Viele Arbeitgeber scheinen nicht informiert zu sein, dass es dieses Ersatzpapier gar nicht braucht. Sie glauben, die Beschäftigung sei an ein neues Visum geknüpft. Susanne Herre, die Hauptgeschäftsführerin der IHK Region Stuttgart, betont deshalb: „Wer einmal in einem regulären Verfahren einen gültigen Aufenthaltstitel erhalten hat und dessen Verlängerung rechtzeitig vor Fristablauf beantragt, darf weiter in Deutschland bleiben und arbeiten, bis die Ausländerbehörde entschieden hat.“ Für die Betriebe wie die Menschen, „die bei uns arbeiten wollen, brauchen wir dringend weitere Vereinfachungen vom Gesetzgeber“, so Herre. Das würde auch die Verfahren beschleunigen.

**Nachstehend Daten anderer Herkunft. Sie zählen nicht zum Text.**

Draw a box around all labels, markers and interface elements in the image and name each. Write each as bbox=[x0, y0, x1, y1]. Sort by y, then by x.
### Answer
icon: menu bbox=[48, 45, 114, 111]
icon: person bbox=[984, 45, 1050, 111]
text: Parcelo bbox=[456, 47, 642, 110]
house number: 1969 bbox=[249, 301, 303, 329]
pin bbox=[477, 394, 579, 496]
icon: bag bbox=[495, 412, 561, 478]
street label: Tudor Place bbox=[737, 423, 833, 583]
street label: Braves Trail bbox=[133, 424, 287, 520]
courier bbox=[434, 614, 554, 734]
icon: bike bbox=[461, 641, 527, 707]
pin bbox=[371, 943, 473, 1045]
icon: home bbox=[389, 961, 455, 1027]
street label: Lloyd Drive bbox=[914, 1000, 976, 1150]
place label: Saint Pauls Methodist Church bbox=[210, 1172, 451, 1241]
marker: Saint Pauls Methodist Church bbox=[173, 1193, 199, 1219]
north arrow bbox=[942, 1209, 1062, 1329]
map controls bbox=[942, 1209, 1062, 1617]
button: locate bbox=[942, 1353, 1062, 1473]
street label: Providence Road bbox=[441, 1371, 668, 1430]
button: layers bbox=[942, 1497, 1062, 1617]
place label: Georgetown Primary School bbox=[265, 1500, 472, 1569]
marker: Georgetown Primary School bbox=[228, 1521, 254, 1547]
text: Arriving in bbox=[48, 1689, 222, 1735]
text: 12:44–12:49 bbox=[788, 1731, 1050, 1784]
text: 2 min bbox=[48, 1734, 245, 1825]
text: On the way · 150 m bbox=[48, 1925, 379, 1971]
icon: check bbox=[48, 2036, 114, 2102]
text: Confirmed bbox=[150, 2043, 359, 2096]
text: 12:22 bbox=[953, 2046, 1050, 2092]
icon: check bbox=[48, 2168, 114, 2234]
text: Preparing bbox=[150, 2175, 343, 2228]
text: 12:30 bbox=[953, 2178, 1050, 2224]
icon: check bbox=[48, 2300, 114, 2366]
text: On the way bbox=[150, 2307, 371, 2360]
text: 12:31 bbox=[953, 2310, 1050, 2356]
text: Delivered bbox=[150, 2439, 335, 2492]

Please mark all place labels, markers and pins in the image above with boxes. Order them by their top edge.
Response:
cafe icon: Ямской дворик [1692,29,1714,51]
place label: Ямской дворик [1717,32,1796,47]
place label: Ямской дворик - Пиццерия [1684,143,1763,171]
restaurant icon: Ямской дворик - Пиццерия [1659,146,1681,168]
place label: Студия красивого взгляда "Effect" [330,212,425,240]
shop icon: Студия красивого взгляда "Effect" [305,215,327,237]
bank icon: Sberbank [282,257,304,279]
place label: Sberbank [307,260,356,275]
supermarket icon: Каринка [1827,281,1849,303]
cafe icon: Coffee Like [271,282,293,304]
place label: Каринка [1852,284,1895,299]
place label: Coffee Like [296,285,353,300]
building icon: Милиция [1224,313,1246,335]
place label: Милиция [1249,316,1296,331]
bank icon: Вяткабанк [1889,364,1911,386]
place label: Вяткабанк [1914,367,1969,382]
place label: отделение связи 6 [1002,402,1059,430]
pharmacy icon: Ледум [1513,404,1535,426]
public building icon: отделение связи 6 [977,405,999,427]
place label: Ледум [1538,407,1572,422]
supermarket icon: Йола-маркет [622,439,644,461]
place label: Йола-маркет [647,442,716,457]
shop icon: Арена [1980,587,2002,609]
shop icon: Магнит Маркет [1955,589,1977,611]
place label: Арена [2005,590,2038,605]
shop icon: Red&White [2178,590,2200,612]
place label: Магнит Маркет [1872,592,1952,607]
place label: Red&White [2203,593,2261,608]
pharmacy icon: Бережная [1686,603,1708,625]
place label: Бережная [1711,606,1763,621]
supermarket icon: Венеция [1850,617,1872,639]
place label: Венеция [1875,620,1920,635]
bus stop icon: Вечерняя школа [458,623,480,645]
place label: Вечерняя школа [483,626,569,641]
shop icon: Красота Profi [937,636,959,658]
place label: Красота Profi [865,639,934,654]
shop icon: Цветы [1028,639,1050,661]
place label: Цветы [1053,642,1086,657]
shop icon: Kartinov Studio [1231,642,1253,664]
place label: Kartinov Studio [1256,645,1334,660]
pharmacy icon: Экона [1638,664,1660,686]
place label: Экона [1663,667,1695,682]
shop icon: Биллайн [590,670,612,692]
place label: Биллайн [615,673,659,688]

Anwalt Kugler erhebt Untätigkeitsklagen
Der Stuttgarter Rechtsanwalt Roland Kugler, der Ausländern mit Untätigkeitsklagen gegen die Stadt zu Aufenthaltstiteln verhilft, weiß aus Erfahrung, dass die Sorge bei Arbeitgebern groß sei, wegen illegaler Beschäftigung angezeigt zu werden. Er bricht aber auch eine Lanze für die Mitarbeiter der Behörde: Das Ausländerrecht sei unfassbar kompliziert. Erst diese Woche obsiegte er vor Gericht in einem Fall, in dem sich Ausländerbehörde, Gericht und Staatsanwaltschaft nachweislich im Paragrafen geirrt hätten.